I though I’d write a Friedman-esque (as in Thomas not Milton) post today. I am not starting it upon arrival at some Arab airport and a ride into town in a taxi driven by Abdu (in Cairo) or Abed (in Beirut) or Abul-Abed (in Amman). Funny, when Friedman goes to Beijing, the inscrutable Chinese taxi drivers (Abu Wong, et al) never share their local wisdom with him. Only Arabs do: blab and share their apparent wisdom with Western journalists.
No, I was thinking about that yesterday, Saturday. As we biked the twenty mile round trip along the Sammamish River Trail, past a couple of vintners joints and at least one hbrewery, towards the Burke-Gilman Trail. On an unusually cloudless warm morning of the Pacific Northwest. Here goes:
I saw a retired general (USMC) state that ISIS controls the upper rivers (Euphrates and Tigris) and roads from Syria to resupply their forces in Iraq. Which made me wonder, as I pedaled along that peaceful bike trail:
- Where do ISIS get these supplies and volunteers from Syria (as the general said)? Why is Syria their main supply route into Iraq? And from where and how do these weapons and the money and volunteers flow into Syria then into Iraq? And how would increasing the supply of weapons to the useless Syrian opposition groups affect the flow of weapons to the ISIS Caliphate? Should we ask Turkey or Saudi Arabia or Qatar or Jordan about this? They certainly don’t flow from Cyprus (no, Israel is also an unlikely source).
- From which Syrian (FSA, Ansar-Al-WTF, etc, etc) “relatively moderate” opposition groups and gangs did ISIS purchase some of these Western hostages (journalists and aid workers) that were so horribly beheaded on camera?
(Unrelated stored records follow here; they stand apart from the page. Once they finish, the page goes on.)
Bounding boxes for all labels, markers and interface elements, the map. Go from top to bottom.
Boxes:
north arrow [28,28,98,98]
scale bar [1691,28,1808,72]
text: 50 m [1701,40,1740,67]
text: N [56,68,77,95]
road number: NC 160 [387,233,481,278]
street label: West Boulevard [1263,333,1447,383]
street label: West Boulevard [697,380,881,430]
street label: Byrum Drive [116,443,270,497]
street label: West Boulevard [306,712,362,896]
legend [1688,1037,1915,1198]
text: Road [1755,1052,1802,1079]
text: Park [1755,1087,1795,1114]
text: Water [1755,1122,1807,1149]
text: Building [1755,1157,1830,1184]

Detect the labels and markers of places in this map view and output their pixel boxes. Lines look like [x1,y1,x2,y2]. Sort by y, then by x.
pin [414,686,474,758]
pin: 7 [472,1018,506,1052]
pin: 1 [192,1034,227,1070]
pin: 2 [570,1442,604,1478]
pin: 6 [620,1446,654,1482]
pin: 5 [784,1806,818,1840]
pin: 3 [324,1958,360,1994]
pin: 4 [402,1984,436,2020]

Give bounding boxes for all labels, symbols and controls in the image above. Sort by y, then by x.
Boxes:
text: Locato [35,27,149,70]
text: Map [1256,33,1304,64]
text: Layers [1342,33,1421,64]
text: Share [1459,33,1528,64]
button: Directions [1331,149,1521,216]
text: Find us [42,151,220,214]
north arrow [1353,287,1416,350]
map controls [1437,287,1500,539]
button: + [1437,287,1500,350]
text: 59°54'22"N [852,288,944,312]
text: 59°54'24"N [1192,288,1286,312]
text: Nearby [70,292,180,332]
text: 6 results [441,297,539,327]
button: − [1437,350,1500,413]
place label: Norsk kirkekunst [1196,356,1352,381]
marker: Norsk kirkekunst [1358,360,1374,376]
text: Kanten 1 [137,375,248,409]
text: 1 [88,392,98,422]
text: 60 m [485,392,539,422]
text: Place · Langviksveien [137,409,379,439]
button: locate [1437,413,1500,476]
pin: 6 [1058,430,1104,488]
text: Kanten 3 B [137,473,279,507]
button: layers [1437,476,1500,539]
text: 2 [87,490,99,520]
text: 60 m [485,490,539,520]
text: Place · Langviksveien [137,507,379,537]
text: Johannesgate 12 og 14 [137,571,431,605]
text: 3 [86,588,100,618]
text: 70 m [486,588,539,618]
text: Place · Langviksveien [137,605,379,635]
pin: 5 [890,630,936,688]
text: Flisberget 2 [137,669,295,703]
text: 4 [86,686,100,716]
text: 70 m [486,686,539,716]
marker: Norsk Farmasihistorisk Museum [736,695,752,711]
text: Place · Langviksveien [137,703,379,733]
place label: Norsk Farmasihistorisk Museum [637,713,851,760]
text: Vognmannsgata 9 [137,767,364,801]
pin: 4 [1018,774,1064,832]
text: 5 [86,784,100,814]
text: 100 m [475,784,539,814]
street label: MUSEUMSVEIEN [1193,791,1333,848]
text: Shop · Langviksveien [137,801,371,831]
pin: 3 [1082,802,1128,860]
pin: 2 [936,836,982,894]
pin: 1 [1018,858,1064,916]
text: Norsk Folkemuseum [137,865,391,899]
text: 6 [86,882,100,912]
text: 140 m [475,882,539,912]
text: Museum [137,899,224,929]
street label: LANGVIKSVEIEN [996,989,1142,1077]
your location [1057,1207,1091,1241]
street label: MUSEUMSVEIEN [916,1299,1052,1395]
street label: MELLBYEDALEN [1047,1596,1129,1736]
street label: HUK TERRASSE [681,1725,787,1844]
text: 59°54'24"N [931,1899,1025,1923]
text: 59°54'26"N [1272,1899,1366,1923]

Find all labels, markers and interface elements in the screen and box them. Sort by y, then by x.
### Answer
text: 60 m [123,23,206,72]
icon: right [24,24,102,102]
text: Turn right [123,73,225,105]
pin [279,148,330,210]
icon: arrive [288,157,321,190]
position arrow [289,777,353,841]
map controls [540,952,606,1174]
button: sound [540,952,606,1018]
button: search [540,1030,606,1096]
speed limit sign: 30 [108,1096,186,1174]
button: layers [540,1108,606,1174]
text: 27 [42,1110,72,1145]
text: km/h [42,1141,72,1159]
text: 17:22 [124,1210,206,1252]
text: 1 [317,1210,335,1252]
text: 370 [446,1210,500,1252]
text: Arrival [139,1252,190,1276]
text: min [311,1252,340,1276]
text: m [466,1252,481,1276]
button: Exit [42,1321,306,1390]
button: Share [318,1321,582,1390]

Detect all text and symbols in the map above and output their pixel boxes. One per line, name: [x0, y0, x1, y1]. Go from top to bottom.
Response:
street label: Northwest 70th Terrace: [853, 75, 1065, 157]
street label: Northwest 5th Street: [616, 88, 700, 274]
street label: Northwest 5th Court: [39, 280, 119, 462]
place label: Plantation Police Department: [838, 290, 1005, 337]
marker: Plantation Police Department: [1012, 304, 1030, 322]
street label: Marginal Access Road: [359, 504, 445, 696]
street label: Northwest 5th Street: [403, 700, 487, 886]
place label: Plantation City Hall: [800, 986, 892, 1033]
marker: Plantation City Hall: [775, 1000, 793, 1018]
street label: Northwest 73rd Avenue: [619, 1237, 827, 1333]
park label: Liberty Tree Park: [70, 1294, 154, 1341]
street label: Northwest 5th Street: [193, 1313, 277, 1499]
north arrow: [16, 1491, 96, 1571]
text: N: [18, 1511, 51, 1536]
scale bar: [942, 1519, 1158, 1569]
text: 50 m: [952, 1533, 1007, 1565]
And they were no doubt purchased from some of the other would-be liberators of Syria.
Before I had finished, er, mulling this last question, it was time for us to hydrate and turn around. Sort of like what happens when Thomas Friedman’s Arab taxi, driven by Abdu (in Cairo) or Abed (in Beirut) or Abul-Abed (in Amman), or Abu-Wong (in Beijing) drives up to the hotel entrance. Before he finishes sharing his strategic and cultural gems with us.